The record influx of refugees into Germany is the biggest challenge the country has faced since reunification 25 years ago, Vice Chancellor Sigmar Gabriel said on Sunday.
The number of asylum-seekers in Germany is expected to hit 800,00 2015, as people from Africa and the Middle East flow into Europe fleeing poverty and war.
Gabriel criticised the passiveness of other European nations in the refugee crisis.
He told public broadcaster ARD that the refugee issue "is a collective duty, the biggest challenge since reunification" in 1990, which forces Germany to "do much more" and "radically change its policies."
Germany is struggling to accommodate a wave of asylum-seekers from war zones such as Syria but also migrants from countries that are not at war like Albania and Kosovo.
The surge in asylum demands this year -- a four-fold increase over 2014 -- has left German authorities scrambling to house the migrants, with schools and tents used as temporary shelter.
Gabriel said he thinks the migrant crisis is the 28-member European Union's most pressing issue.
"I believe also that it is Europe's biggest challenge, more so than Greece and the financial crisis," he said, adding that it was an "enormous shame" that "the majority of EU members say 'This does not concern us at all.'"
"Europe is, in some regards, in a deep sleep and is still in 'holiday mode'," he said.
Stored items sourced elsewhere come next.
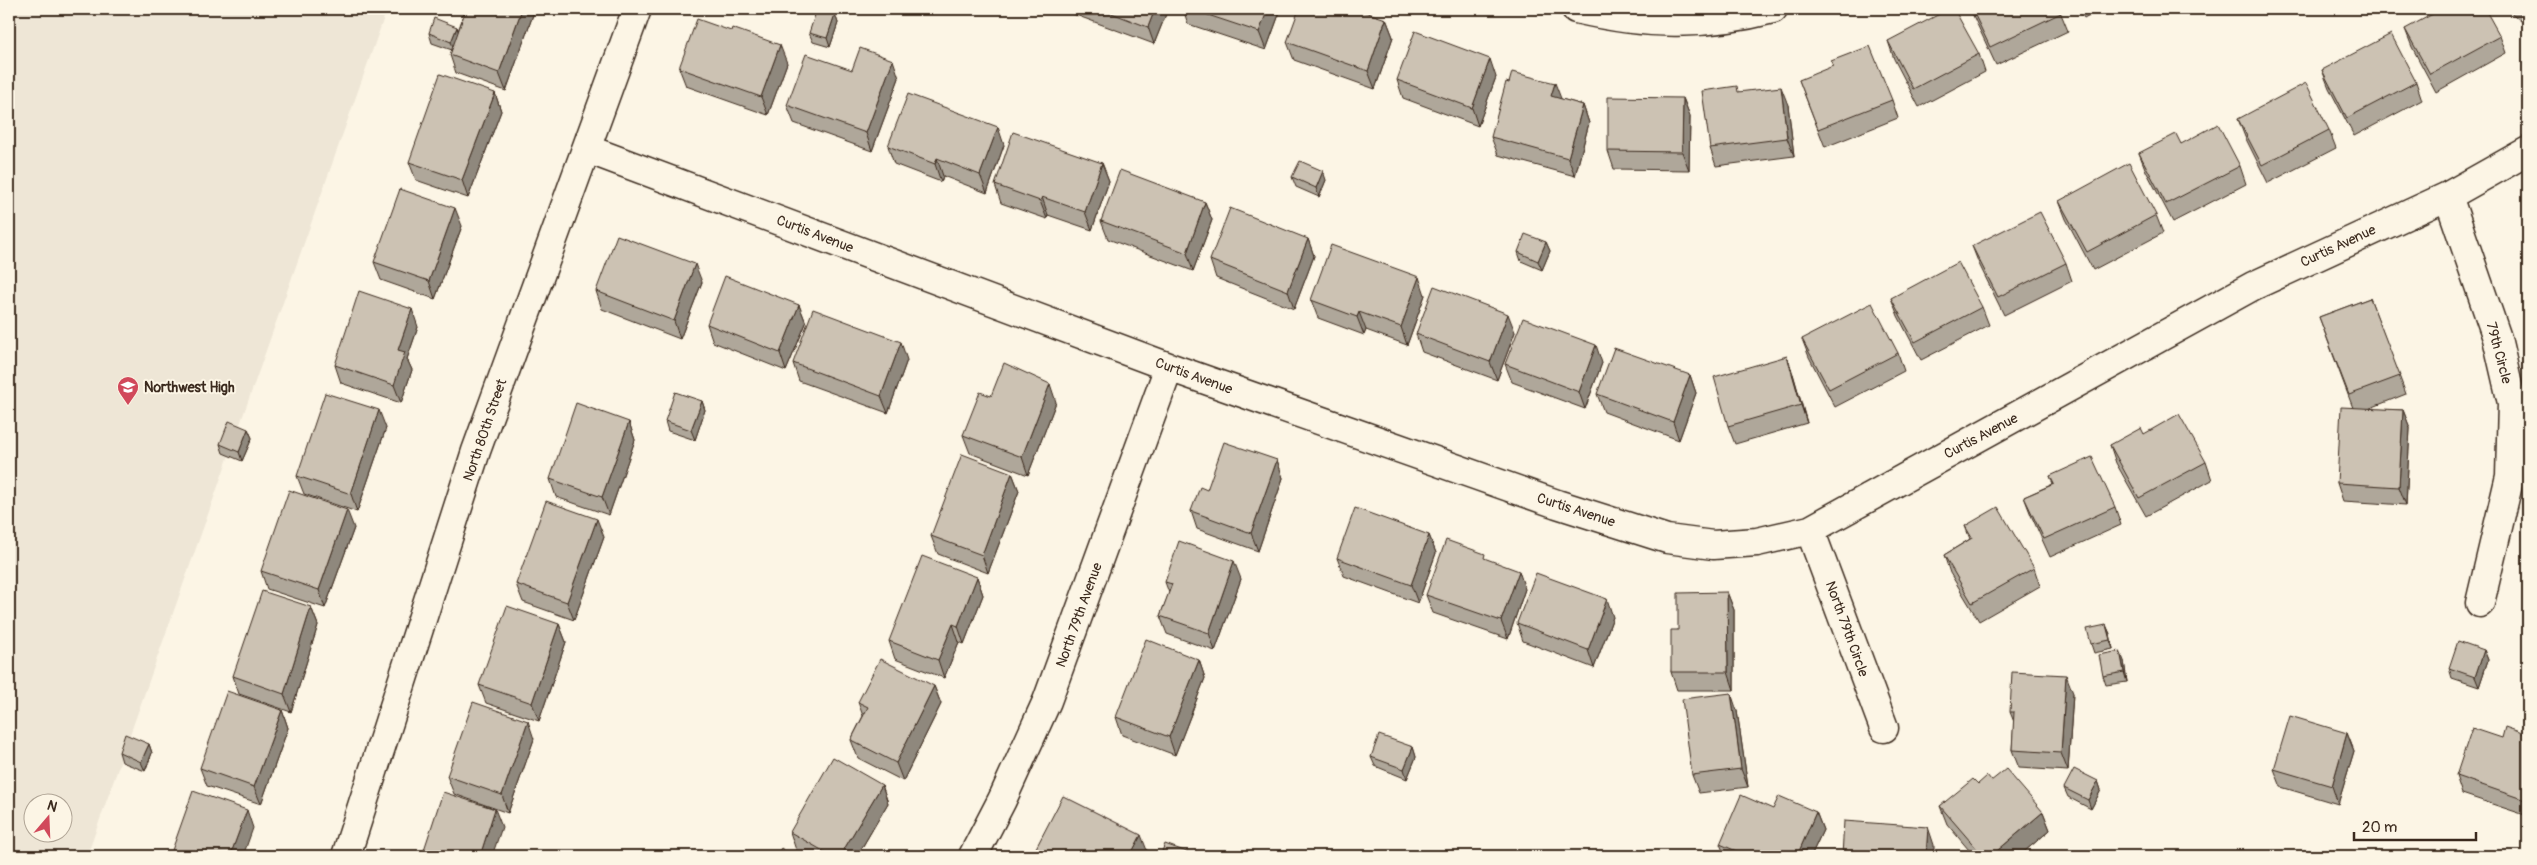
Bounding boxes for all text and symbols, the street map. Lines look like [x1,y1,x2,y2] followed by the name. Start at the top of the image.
[774,212,856,257] street label: Curtis Avenue
[2298,221,2378,271] street label: Curtis Avenue
[2483,320,2515,386] street label: 79th Circle
[1153,354,1235,398] street label: Curtis Avenue
[116,375,140,406] school or university icon: Northwest High
[460,376,511,483] street label: North 80th Street
[144,379,235,396] place label: Northwest High
[1941,409,2021,463] street label: Curtis Avenue
[1535,489,1617,531] street label: Curtis Avenue
[1052,560,1106,670] street label: North 79th Avenue
[1822,579,1872,679] street label: North 79th Circle
[22,792,72,842] north arrow
[45,797,59,816] text: N
[2354,810,2477,842] scale bar
[2362,818,2397,837] text: 20 m

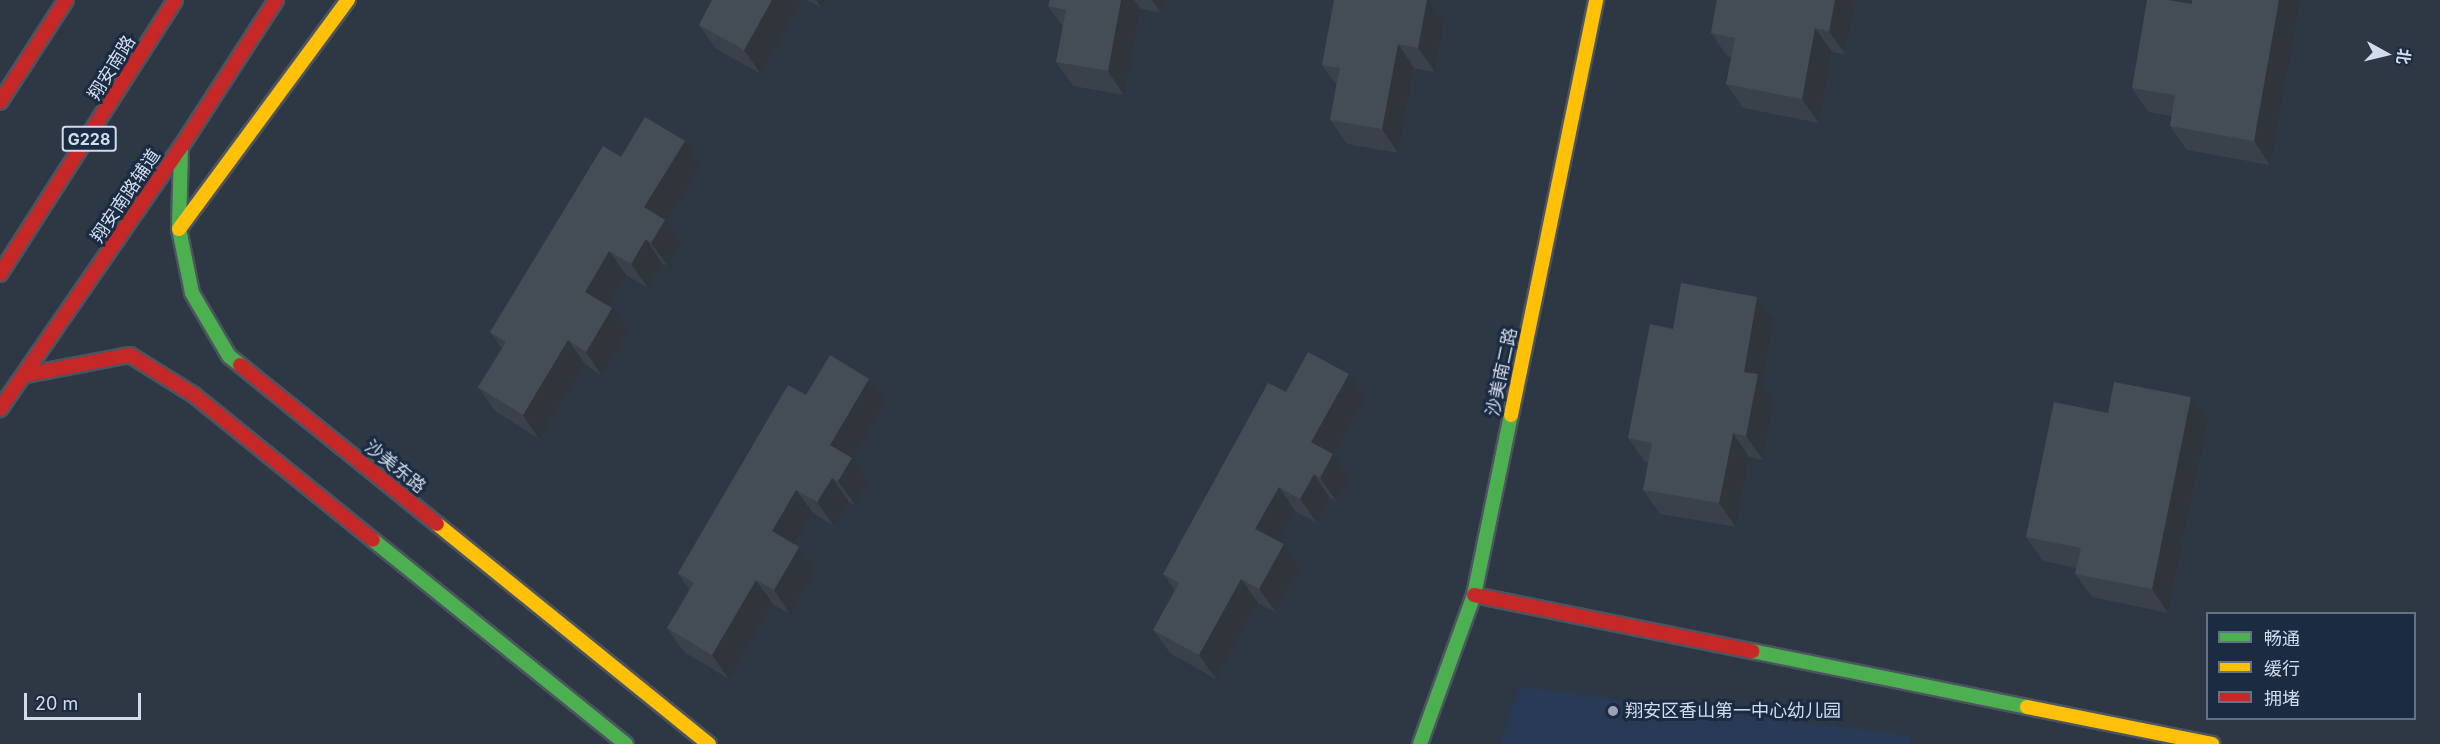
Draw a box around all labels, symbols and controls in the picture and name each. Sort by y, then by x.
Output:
north arrow [2356,24,2416,84]
street label: 翔安南路 [84,32,140,104]
text: 北 [2393,47,2415,66]
road number: G228 [60,126,118,152]
street label: 翔安南路辅道 [87,145,165,247]
street label: 沙美南二路 [1482,326,1522,418]
street label: 沙美东路 [360,436,430,498]
legend [2206,612,2416,720]
text: 畅通 [2264,628,2300,649]
text: 缓行 [2264,658,2300,679]
scale bar [27,681,144,719]
text: 拥堵 [2264,688,2300,709]
text: 20 m [35,693,78,714]
place label: 翔安区香山第一中心幼儿园 [1625,700,1841,722]
marker: 翔安区香山第一中心幼儿园 [1606,704,1620,718]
Gabriel said it was "shameful" that the United Nations was intervening in Greece when it should be putting its efforts into helping the refugees in Lebanon or Jordan.
Foreign Minister Frank-Walter Steinmeier joined his fellow Social Democrat Gabriel this week in making a joint plea for the EU's asylum policy to be revamped.
"It is necessary to share out refugees in Europe fairly," the two said in the Sunday edition of the Frankfurter Allgemeine newspaper.